PROBLEM TO WORK ON | In the data that follows, find each line containing "West" and copy it.

Saved data entries:
※
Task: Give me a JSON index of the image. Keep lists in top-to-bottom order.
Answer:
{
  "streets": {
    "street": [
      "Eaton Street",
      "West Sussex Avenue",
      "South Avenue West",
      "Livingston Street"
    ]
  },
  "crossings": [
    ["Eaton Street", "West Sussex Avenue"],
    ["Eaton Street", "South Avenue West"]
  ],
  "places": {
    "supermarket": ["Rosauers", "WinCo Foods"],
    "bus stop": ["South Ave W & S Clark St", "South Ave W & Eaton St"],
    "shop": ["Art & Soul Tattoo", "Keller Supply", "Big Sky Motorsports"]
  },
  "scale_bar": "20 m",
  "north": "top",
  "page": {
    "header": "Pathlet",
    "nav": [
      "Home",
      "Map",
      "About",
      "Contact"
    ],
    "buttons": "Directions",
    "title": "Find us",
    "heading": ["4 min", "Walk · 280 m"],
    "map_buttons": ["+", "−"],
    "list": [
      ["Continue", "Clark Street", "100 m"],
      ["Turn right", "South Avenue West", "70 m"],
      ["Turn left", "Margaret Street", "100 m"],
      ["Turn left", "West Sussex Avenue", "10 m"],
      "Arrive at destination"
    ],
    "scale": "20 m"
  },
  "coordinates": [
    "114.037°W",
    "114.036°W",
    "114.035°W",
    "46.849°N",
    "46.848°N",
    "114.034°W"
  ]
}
※
RESULT OF THIS EXERCISE |
      "West Sussex Avenue",
      "South Avenue West",
    ["Eaton Street", "West Sussex Avenue"],
    ["Eaton Street", "South Avenue West"]
      ["Turn right", "South Avenue West", "70 m"],
      ["Turn left", "West Sussex Avenue", "10 m"],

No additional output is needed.